Of course, this discography is populated by a plethora of hit songs. “Crazy,” “Mammas, Don’t Let Your Babies Grow Up to Be Cowboys,” “Always on My Mind,” and “On the Road Again,” comprise just a tiny collection of the man’s hits over the year, leaving him in a league of his own, with few contemporaries, save maybe Cash, Dylan, or McCartney. He’s often credited as the father of Outlaw Country, a title which he bares with much pride, and which he addresses on the opening, title track.
Calling himself “the last man standing,” before namedropping his many friends in the outlaw movement whom he has managed to outlive. Merle Haggard and Waylon Jennings are mentioned by name in this song, which is notable as something of a reference to Willies many collaborations with both men. Even in songs with somewhat weighty topics, however, Nelson maintains levity with his infamous wit and writing skill.
Songs like “Bad Breath” and “Heaven is Closed” make light of Willie’s old age and the passing of his friends as well, with the latter track containing lyrics like “Heaven’s closed and Hell’s overcrowded, so I think I’ll just stay where I am.”
Additionally, tracks like “Don’t Tell Noah” and “Ready to Roar” continue the trend of quotable, comedic lyrics, focusing on Willie being crazy for his entire life and his desire to have a good time on a Friday night, respectively.
He even touches, briefly, on today’s political climate with “Me & You,” though he remains mostly lighthearted, without taking much of a strong side. In the end, the track may be my least favorite on the album, as Willie fails to say much, and though he creates yet another fun instrumental, this is the only set of lyrics which feel like a hindrance to the song they are in.
The tone isn’t solely jovial, however. “I’ll Try To Do Better Next Time,” and my favorite song on the record, “Something You Get Through,” take more somber, classic country tones and focus on themes of regret and loss. The latter, especially, sees a long string of moving lyrics which deal quite wisely with the loss of love.
Beyond the wide range of topics and lyrical muscles with Nelson flexes on nearly every track, the album is highlighted by excellent instrumentation, simple production, and a short runtime of just over half an hour, which will leave nearly everyone begging for more. The band is, of course, lead by Willie himself and his iconic, acoustic guitar. Behind him, though, is his long time harmonica player, Mickey Raphael giving yet another commanding performance in a discography which sees him credited on nearly 300 albums. The drum and bass work, while relatively uneventful, round out an excellent outing by Nelson’s band, and provide yet another piece of the puzzle when it comes to the great album.

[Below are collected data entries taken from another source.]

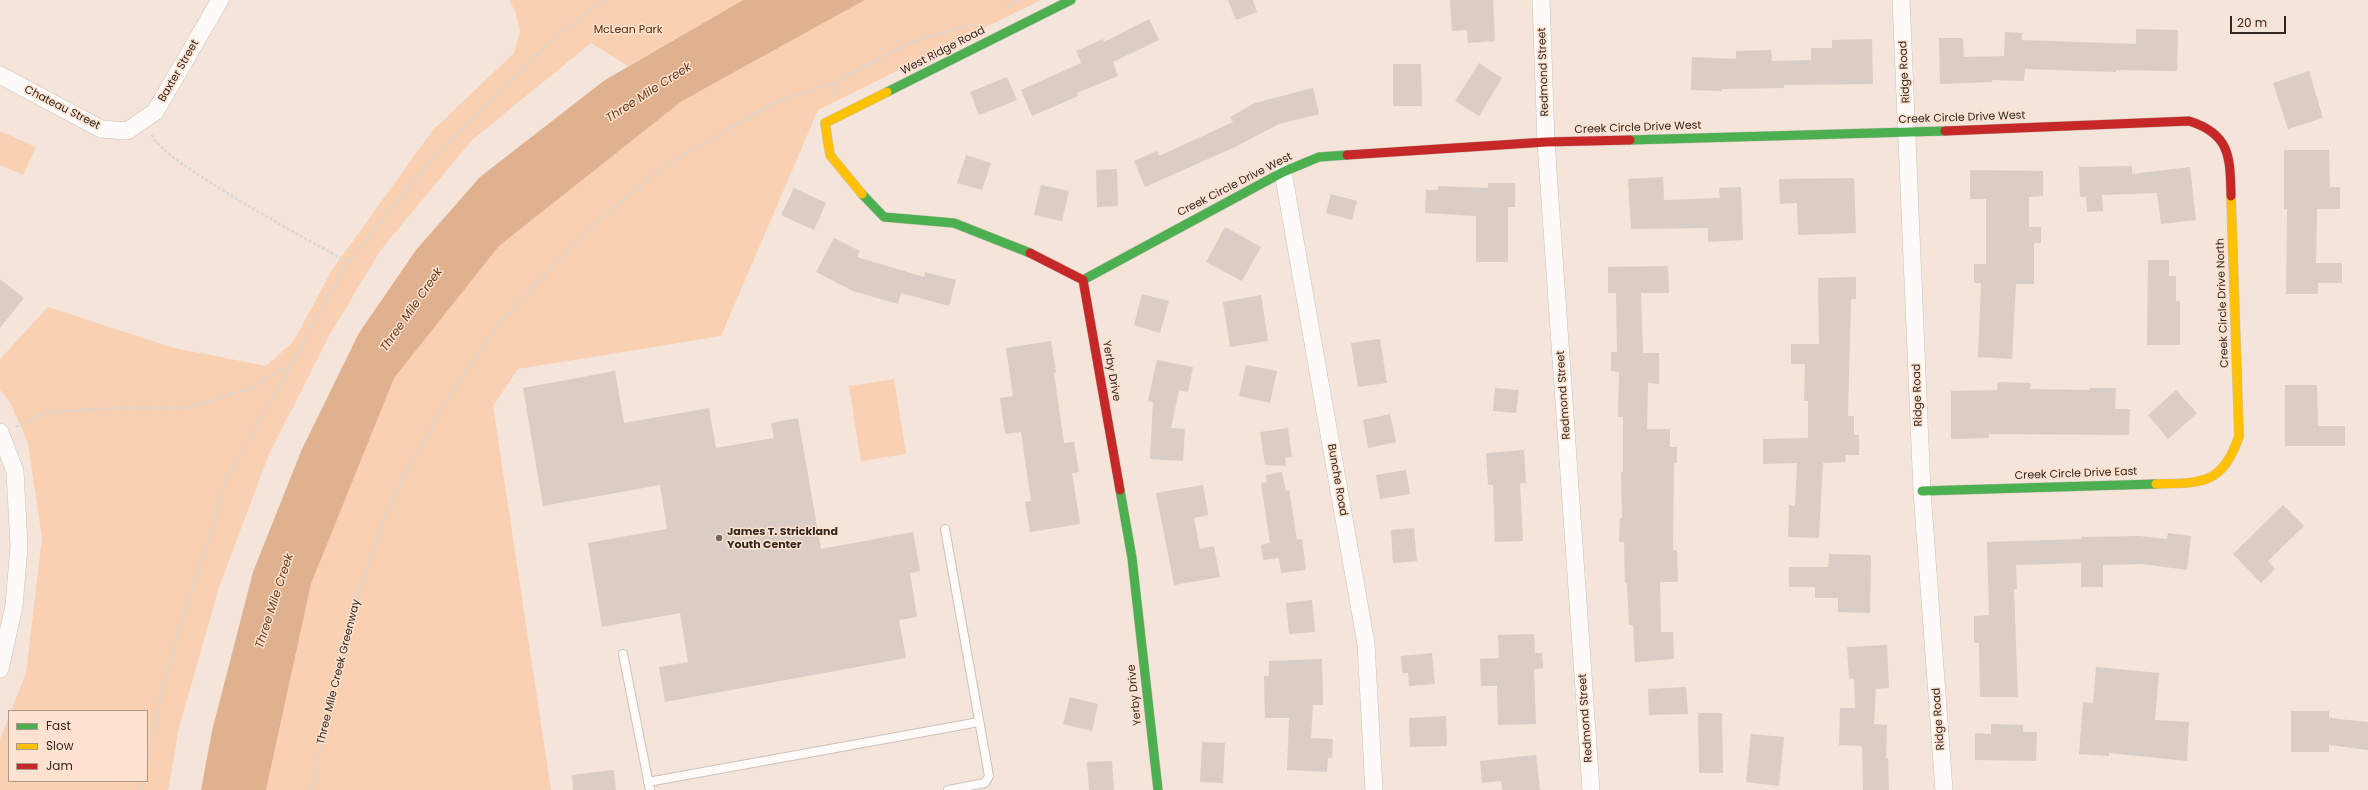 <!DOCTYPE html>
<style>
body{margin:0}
#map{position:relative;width:2368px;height:790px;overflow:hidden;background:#f4e4da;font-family:Poppins,sans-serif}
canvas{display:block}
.legend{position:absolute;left:8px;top:710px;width:140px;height:72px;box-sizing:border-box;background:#fee2cf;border:1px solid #ac9789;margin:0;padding:5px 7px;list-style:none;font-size:12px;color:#312720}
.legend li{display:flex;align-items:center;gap:8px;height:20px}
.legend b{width:20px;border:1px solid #ac9789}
.scale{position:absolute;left:2230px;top:16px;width:56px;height:18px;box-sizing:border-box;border:2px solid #312720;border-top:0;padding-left:5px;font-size:12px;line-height:14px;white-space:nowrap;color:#312720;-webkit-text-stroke:3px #fee2cf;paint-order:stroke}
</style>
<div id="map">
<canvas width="2368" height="790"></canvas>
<ul class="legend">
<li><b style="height:5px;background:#4caf50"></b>Fast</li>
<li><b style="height:5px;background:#ffc107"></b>Slow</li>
<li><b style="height:5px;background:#c62828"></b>Jam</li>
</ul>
<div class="scale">20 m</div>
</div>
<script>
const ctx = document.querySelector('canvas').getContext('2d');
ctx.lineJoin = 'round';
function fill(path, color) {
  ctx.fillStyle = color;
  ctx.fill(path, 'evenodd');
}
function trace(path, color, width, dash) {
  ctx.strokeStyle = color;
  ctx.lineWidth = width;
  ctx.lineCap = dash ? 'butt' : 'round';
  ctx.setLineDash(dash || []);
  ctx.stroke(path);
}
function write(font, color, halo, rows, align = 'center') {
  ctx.font = font + ' Poppins,sans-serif';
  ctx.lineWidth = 3;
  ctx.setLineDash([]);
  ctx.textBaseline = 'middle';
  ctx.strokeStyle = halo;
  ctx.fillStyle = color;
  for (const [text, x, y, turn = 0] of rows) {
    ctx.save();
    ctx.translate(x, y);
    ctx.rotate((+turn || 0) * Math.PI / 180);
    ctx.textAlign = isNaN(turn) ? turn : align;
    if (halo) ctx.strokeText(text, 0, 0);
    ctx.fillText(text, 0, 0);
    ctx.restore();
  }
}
const green = new Path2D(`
 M 509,0 L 743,0 L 628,66 L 591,43 L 472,140 L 380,251 L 329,336 L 269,454 L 219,587 L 179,728 L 168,790 L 0,790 L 0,739 L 9,716 L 9,781 L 147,781 L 147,711 L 11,711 L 26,673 L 42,538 L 28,443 L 10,402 L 0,390 L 0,359 L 48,307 L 174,348 L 266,366 L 293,342 L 332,270 L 432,131 L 514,53 L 520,32 L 515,11 Z
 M 865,0 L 1041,0 L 818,110 L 721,336 L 518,369 L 493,406 L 551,790 L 266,790 L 311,584 L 393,378 L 499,246 L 682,101 Z
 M 0,131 L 36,147 L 23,175 L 0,165 Z
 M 894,379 L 906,454 L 861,461 L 849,386 Z`);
const water = new Path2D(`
 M 743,0 L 865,0 L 682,101 L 499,246 L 394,378 L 311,584 L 266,790 L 201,790 L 212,731 L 253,572 L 302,449 L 359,333 L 416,250 L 480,177 L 605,80 Z`);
const building = new Path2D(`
 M 1228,0 L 1253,0 L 1257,12 L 1236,20 Z
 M 1450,0 L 1493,0 L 1495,41 L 1468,43 L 1467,30 L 1452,31 Z
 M 1149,19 L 1159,40 L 1113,62 L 1118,76 L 1077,93 L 1078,96 L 1032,116 L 1021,90 L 1081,63 L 1076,51 L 1103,39 L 1104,42 Z
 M 2136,29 L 2178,30 L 2177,71 L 2116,70 L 2116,72 L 2025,69 L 2024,81 L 1992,80 L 1992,82 L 1940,84 L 1939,38 L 1963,38 L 1964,57 L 2004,56 L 2005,32 L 2022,33 L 2022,40 L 2136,44 Z
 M 1872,39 L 1873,84 L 1784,85 L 1784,88 L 1722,89 L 1722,91 L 1691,90 L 1692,57 L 1736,59 L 1736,51 L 1771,50 L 1772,61 L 1811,60 L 1811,48 L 1832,48 L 1832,40 Z
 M 1479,63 L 1502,78 L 1479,116 L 1455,101 Z
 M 1393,64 L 1421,64 L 1422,106 L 1393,106 Z
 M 2309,71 L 2323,118 L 2288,129 L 2273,83 Z
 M 1007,77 L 1017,100 L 979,115 L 970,92 Z
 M 1313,88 L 1319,114 L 1279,124 L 1235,147 L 1145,187 L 1134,161 L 1157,151 L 1159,156 L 1233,122 L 1230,117 L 1255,103 Z
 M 2284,150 L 2329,150 L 2330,187 L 2340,187 L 2340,209 L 2317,209 L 2316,263 L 2342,263 L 2342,283 L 2318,283 L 2318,294 L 2286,294 L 2287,209 L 2284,209 Z
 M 966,155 L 991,163 L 982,190 L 957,183 Z
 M 2132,166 L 2132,174 L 2190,167 L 2196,220 L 2161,224 L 2157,193 L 2102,195 L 2103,211 L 2087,212 L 2086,197 L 2080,197 L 2079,167 Z
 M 1117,169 L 1118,206 L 1097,207 L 1096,170 Z
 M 1970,170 L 2043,171 L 2043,196 L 2029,197 L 2029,227 L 2041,227 L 2041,243 L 2034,243 L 2034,284 L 2016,284 L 2012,359 L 1978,357 L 1981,283 L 1974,283 L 1974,264 L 1986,264 L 1986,199 L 1970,199 Z
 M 1663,177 L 1664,200 L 1720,198 L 1719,188 L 1741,187 L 1743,240 L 1708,242 L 1708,228 L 1631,229 L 1628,179 Z
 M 1854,178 L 1856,233 L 1798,235 L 1797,203 L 1780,204 L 1779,179 Z
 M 1488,183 L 1515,183 L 1515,207 L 1508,207 L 1508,262 L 1476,262 L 1476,216 L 1425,213 L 1426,190 L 1438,190 L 1438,186 L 1488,188 Z
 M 1041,185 L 1069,191 L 1062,221 L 1034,215 Z
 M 794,188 L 826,203 L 814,230 L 781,215 Z
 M 1331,194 L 1357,201 L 1352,220 L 1326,213 Z
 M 1225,227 L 1261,247 L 1242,281 L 1206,262 Z
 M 834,238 L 860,251 L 857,257 L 924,277 L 925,272 L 956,280 L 949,306 L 901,293 L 898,304 L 853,291 L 816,272 Z
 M 2148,260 L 2169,260 L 2169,276 L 2176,276 L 2176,301 L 2180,302 L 2180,345 L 2147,345 Z
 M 1668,266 L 1669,293 L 1641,293 L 1643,353 L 1659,353 L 1659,384 L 1648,383 L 1647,429 L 1670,429 L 1670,447 L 1677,447 L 1677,463 L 1674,463 L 1673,550 L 1677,550 L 1678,582 L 1660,582 L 1661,632 L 1673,632 L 1674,659 L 1635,662 L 1633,625 L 1629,625 L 1627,583 L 1625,583 L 1624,542 L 1619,542 L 1620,518 L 1622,518 L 1621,472 L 1623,472 L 1623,417 L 1618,417 L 1619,372 L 1611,371 L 1611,352 L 1617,352 L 1616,293 L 1608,293 L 1608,267 Z
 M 1856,277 L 1856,299 L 1851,299 L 1848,416 L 1854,416 L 1854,435 L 1859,435 L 1859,455 L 1845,455 L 1846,462 L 1823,463 L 1819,538 L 1788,537 L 1789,505 L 1795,506 L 1797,463 L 1763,464 L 1763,439 L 1808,438 L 1808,401 L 1804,401 L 1805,364 L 1791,364 L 1791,344 L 1819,344 L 1818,278 Z
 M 0,279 L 24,298 L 0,328 Z
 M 1142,294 L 1169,301 L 1160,333 L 1134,325 Z
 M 1261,295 L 1268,341 L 1230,347 L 1223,302 Z
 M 1380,339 L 1387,383 L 1358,387 L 1351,343 Z
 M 1051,341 L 1056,372 L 1054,373 L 1064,443 L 1074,442 L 1079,472 L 1072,473 L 1080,524 L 1030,532 L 1025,502 L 1031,501 L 1021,432 L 1005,434 L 1000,398 L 1013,396 L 1006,348 Z
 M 1157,360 L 1193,367 L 1188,392 L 1179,390 L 1171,428 L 1185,429 L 1183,461 L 1150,459 L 1153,402 L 1148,401 Z
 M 1246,365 L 1277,371 L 1270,403 L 1239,396 Z
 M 615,371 L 624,423 L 709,408 L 716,448 L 774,438 L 771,423 L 798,418 L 821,549 L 913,532 L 920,571 L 910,573 L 917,617 L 899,620 L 906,658 L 665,702 L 659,667 L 688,662 L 680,613 L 602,627 L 588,543 L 667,529 L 660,485 L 543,506 L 523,388 Z
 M 1998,382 L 2031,383 L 2030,389 L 2089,390 L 2089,388 L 2116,388 L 2115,409 L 2130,409 L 2129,435 L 1989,434 L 1989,438 L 1951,439 L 1951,391 L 1997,390 Z
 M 2285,385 L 2317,385 L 2318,426 L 2345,426 L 2345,446 L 2285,446 Z
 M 1495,388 L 1519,390 L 1516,413 L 1493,411 Z
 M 2176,390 L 2197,413 L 2168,439 L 2148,415 Z
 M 1390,414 L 1396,442 L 1368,448 L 1363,420 Z
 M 1288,428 L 1292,457 L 1285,458 L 1286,466 L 1265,465 L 1260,432 Z
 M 1524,450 L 1526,483 L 1520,483 L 1523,541 L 1495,542 L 1493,485 L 1488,485 L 1486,453 Z
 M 1406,470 L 1410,494 L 1380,499 L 1376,475 Z
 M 1282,472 L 1286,491 L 1289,490 L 1297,540 L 1302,539 L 1306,570 L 1281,573 L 1279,558 L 1263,560 L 1261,545 L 1270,543 L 1261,483 L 1267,482 L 1266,475 Z
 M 1203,485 L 1208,515 L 1194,518 L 1200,549 L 1214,546 L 1220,577 L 1174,585 L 1156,493 Z
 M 2283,505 L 2304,526 L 2268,561 L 2275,569 L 2261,583 L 2233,554 Z
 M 1414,528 L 1417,561 L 1393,563 L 1391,530 Z
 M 2168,533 L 2191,536 L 2187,570 L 2142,564 L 2103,565 L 2103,587 L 2081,587 L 2081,563 L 2016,565 L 2017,589 L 2014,589 L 2018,697 L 1980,697 L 1979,643 L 1974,643 L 1974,616 L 1989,615 L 1987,542 L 2081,539 L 2081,537 L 2139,536 L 2167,539 Z
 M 1829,554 L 1871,555 L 1870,613 L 1838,612 L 1838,598 L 1815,598 L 1815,587 L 1789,587 L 1789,567 L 1828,567 Z
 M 1312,600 L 1315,632 L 1289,634 L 1286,603 Z
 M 1534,634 L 1535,653 L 1542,653 L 1543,668 L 1534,669 L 1536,724 L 1498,725 L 1497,686 L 1481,686 L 1480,659 L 1499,658 L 1498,635 Z
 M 1887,645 L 1889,688 L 1876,689 L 1874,724 L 1887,725 L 1886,758 L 1888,758 L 1889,790 L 1863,790 L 1862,746 L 1839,745 L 1840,708 L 1855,708 L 1854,678 L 1849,679 L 1847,647 Z
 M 1432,653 L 1435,684 L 1409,686 L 1408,673 L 1402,673 L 1401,656 Z
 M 1322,659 L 1323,705 L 1313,705 L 1311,738 L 1333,739 L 1332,758 L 1328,758 L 1327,772 L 1287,770 L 1289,718 L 1265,718 L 1264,676 L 1269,676 L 1269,661 Z
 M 2096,667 L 2159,673 L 2155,720 L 2189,722 L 2187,761 L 2109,753 L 2109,756 L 2079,754 L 2083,702 L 2093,703 Z
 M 1686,687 L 1688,714 L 1649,715 L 1648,689 Z
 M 1070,697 L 1098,704 L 1092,731 L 1063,724 Z
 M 2291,711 L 2329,711 L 2329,718 L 2368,722 L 2368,750 L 2329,745 L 2329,752 L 2291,752 Z
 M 1698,713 L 1722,713 L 1723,773 L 1699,773 Z
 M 1446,716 L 1447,746 L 1410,747 L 1409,718 Z
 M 1991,724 L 2023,725 L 2023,732 L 2037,732 L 2036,761 L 1975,760 L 1975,733 L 1991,734 Z
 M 1751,734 L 1784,737 L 1779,786 L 1746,782 Z
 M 1202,742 L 1225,743 L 1223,783 L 1200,782 Z
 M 1536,755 L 1540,790 L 1502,790 L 1501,781 L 1482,783 L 1480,761 Z
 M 1112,761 L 1114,790 L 1089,790 L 1087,762 Z
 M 614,770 L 616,790 L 573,790 L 572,775 Z`);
const path = new Path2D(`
 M 1003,9 L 1019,0
 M 833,83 L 837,94
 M 152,135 C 159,160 317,245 348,262
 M 16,427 L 43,413 L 114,408 L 187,408 L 250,388 L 291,365 L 348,262 L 437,153 L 557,36 L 594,7 L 608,0
 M 147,763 L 164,680 L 228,476 L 290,366
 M 141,790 L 143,781
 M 312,790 L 320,748 L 350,621 L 381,527 L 407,470 L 448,399 L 499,323 L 585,232 L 649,178 L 671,162 L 775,102 L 833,83 L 909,43 L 974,24`);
const lane = new Path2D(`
 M 945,529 L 989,776 L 985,783 L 948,790
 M 623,654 L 650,790
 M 648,782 L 979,722`);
const street = new Path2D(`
 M 1541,0 L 1546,142 L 1591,790
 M 1901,0 L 1922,491 L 1944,790
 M 0,75 L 101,129 L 127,131 L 155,112 L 220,0
 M 1283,172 L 1366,644 L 1374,790
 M 0,432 L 15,471 L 19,546 L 14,606 L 0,669`);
const fast = new Path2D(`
 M 887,92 L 1071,0
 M 1630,140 L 1945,131
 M 862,194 L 884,217 L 954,223 L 1030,253
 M 1083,280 L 1283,172 L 1319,157 L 1347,155
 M 1120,490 L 1132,558 L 1158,790
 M 1922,491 L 2156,484`);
const slow = new Path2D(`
 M 862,194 L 830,155 L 825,123 L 887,92
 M 2156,484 C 2202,483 2223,485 2239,436 L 2231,196`);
const jam = new Path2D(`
 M 1945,131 L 2189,121 C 2231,134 2230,158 2231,196
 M 1347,155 L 1546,142 L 1630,140
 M 1030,253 L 1083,280 L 1120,490`);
const markers = [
 [719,538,4,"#756961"]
];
const parkNames = [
 ["McLean Park",628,30]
];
const streetNames = [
 ["West Ridge Road",943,51,-27],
 ["Baxter Street",179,71,-60],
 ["Redmond Street",1544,72,-92],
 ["Ridge Road",1905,72,-93],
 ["Chateau Street",62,108,27],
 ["Creek Circle Drive West",1962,118,-2],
 ["Creek Circle Drive West",1638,128,-2],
 ["Creek Circle Drive West",1235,185,-27],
 ["Creek Circle Drive North",2223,303,-92],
 ["Yerby Drive",1111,371,80],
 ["Redmond Street",1564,395,-94],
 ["Ridge Road",1918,395,-92],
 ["Creek Circle Drive East",2076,474,-2],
 ["Bunche Road",1337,480,80],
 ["Three Mile Creek Greenway",339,672,-76],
 ["Yerby Drive",1135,695,-96],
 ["Redmond Street",1586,718,-94],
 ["Ridge Road",1939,719,-94]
];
const poiNames = [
 ["James T. Strickland",727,532],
 ["Youth Center",727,545]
];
const waterNames = [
 ["Three Mile Creek",649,93,-33],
 ["Three Mile Creek",412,310,-55],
 ["Three Mile Creek",275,601,-72]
];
fill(green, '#f9d0b2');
fill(water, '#e0b18f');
fill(building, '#d9cdc5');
trace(lane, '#cdc1b9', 10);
trace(street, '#cdc1b9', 18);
trace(fast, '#cdc1b9', 10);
trace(slow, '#cdc1b9', 10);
trace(jam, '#cdc1b9', 10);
trace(path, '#dbd6d3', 2.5, [3, 2]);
trace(lane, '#fdfbf9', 8);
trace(street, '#fdfbf9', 17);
trace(fast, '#4caf50', 9);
trace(slow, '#ffc107', 9);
trace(jam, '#c62828', 9);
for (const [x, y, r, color] of markers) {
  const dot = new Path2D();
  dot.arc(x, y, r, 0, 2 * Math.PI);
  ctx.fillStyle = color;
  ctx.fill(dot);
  trace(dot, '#fee2cf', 1.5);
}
write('11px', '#58300e', '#fee2cf', parkNames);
write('11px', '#312720', '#fee2cf', streetNames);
write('bold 11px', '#312720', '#fee2cf', poiNames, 'left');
write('italic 12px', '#633a1a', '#fee2cf', waterNames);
</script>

The highlight is, of course, Willie’s voice. While age may have robbed him of some smoothness and power, it has not stolen away his infamous tone and delivery. Nelson is cool, sharp, and energetic throughout, providing avid fans and passing enjoyers alike, yet another chance to marvel at one of most unique voices in history.
Yet another great project from one of the all-time greats is in the books, and I find myself quite pleased. To say “he’s still got it,” may imply a bit more surprise than is actually present. Instead let me say, He’s always had it, and he always will.